─── Records supplied

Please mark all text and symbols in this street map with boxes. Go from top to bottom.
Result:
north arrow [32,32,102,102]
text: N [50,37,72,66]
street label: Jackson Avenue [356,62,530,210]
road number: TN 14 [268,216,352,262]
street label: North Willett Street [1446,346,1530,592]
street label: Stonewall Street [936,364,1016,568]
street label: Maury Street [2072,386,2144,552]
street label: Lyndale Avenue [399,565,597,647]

──────
─── Records supplied

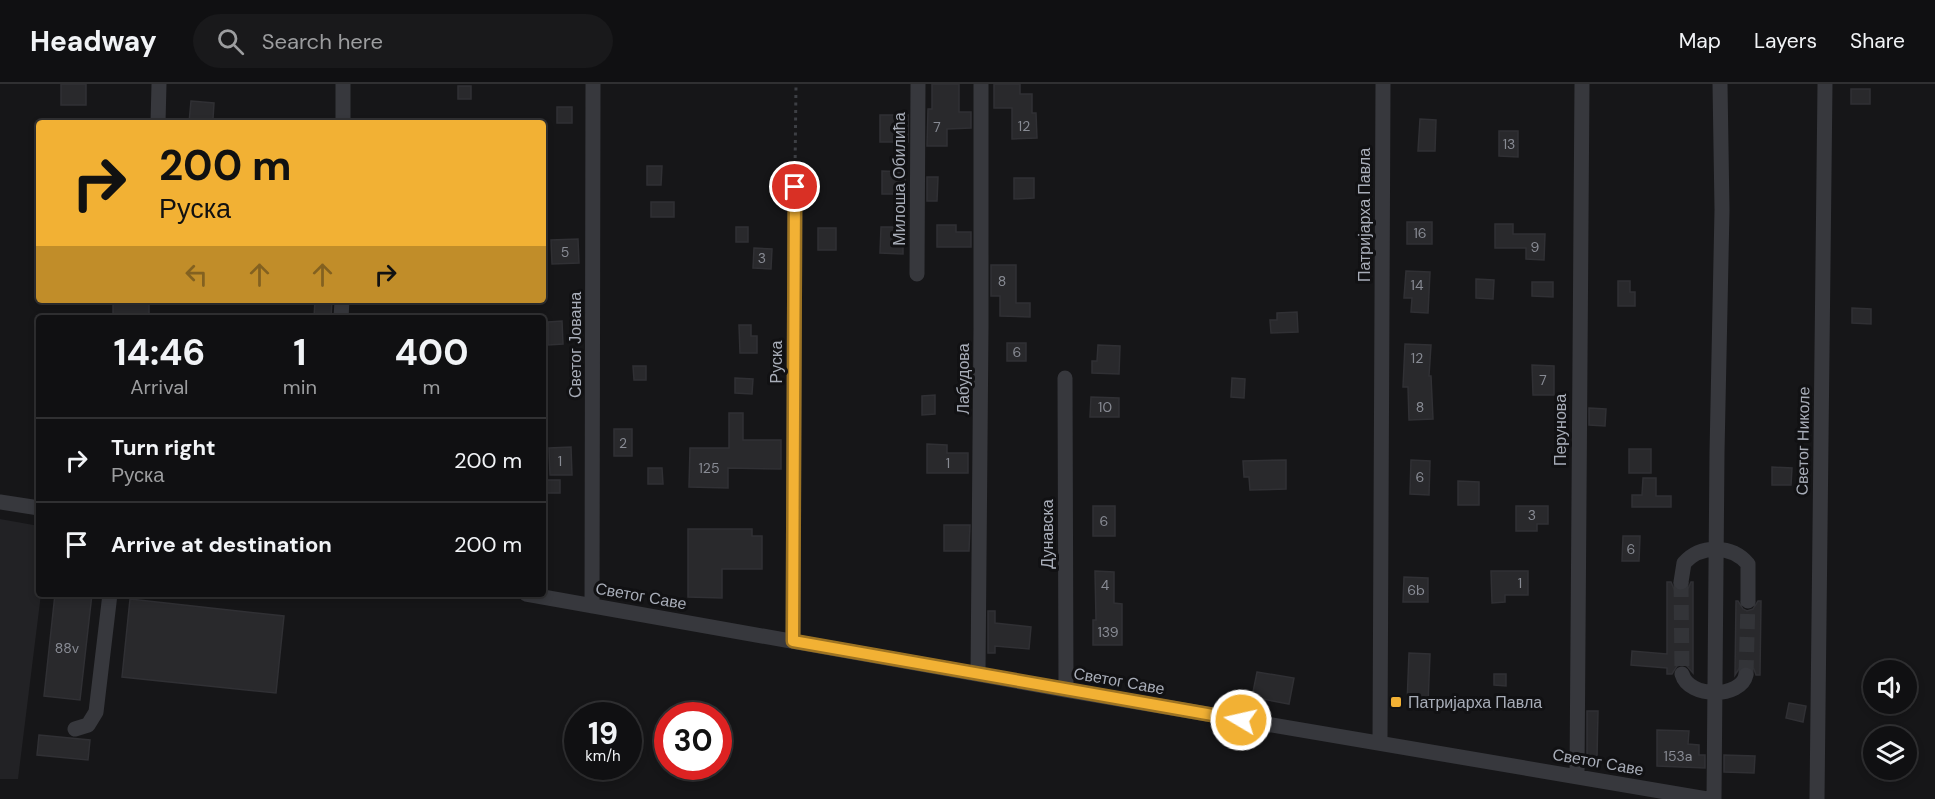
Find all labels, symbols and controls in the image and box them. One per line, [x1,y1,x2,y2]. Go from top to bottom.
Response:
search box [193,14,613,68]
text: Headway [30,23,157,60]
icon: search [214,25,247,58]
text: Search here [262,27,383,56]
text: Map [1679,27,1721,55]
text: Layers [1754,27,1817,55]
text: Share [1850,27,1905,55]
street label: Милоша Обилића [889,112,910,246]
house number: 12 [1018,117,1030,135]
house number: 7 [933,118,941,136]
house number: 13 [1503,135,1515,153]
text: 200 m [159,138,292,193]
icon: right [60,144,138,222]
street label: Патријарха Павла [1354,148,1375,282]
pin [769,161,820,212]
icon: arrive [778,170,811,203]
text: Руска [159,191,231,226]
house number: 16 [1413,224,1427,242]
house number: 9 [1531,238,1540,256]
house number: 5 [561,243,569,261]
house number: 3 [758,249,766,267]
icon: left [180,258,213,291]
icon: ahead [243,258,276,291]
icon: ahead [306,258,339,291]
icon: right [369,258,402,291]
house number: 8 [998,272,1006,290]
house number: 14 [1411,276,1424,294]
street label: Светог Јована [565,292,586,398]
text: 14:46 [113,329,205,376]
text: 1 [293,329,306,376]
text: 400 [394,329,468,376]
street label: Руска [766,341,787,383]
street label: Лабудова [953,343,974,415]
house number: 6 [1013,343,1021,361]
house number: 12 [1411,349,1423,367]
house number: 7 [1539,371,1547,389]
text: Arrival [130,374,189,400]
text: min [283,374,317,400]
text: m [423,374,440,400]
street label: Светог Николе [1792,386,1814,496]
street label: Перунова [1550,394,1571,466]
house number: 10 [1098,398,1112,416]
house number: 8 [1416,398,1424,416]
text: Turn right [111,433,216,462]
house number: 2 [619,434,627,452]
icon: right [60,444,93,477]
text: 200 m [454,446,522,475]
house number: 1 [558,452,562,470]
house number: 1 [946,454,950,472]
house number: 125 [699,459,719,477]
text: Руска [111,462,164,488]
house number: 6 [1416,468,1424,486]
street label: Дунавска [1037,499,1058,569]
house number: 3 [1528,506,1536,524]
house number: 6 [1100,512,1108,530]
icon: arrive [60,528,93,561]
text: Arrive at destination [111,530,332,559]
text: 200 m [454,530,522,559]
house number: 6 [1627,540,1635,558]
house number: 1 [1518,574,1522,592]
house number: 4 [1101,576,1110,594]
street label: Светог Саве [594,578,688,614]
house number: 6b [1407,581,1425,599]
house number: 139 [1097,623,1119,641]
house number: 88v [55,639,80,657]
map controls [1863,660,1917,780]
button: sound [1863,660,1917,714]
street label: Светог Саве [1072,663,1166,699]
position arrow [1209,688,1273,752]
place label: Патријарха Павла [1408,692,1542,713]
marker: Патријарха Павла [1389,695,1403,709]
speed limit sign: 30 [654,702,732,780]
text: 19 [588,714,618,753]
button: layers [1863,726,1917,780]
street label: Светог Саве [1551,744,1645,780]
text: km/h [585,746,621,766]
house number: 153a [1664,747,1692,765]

──────

_Work to complete_. In the material above, each line with the word "from" should be copied.

_Response_.
Please mark all text and symbols in this street map with boxes. Go from top to bottom.
Find all labels, symbols and controls in the image and box them. One per line, [x1,y1,x2,y2]. Go from top to bottom.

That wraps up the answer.